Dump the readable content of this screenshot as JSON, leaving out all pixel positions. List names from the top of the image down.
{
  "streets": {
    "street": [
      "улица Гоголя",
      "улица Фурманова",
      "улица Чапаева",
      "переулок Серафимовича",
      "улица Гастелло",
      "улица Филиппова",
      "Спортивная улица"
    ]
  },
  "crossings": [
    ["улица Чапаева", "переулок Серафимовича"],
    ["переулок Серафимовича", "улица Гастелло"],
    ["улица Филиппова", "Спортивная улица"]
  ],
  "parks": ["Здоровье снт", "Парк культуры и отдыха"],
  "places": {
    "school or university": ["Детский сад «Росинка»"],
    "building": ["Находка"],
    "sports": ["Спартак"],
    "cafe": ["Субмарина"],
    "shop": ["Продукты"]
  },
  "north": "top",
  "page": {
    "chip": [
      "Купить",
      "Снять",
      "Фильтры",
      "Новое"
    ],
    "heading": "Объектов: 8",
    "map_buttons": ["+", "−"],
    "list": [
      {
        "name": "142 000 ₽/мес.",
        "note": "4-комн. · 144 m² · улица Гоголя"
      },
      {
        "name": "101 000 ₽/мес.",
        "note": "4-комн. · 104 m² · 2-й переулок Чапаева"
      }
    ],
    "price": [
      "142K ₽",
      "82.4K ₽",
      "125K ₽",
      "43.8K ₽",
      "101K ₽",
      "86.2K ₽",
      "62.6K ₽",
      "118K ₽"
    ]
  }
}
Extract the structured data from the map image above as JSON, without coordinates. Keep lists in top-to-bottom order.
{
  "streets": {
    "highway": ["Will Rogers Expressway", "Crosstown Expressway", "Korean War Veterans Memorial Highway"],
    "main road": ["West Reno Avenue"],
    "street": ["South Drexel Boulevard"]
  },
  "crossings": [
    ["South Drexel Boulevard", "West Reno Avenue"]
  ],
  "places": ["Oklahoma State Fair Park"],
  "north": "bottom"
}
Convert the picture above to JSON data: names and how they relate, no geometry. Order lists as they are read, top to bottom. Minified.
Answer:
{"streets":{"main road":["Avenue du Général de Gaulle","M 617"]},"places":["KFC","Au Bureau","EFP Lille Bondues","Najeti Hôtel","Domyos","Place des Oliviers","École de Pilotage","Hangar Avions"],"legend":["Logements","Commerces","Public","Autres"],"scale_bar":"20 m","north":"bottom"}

What you should do | Set out exactly the run of lines that begins at the line holding "Convert the picture" and ends at the last line of the data.

Exercise answer |
Convert the picture above to JSON data: names and how they relate, no geometry. Order lists as they are read, top to bottom. Minified.
Answer:
{"streets":{"main road":["Avenue du Général de Gaulle","M 617"]},"places":["KFC","Au Bureau","EFP Lille Bondues","Najeti Hôtel","Domyos","Place des Oliviers","École de Pilotage","Hangar Avions"],"legend":["Logements","Commerces","Public","Autres"],"scale_bar":"20 m","north":"bottom"}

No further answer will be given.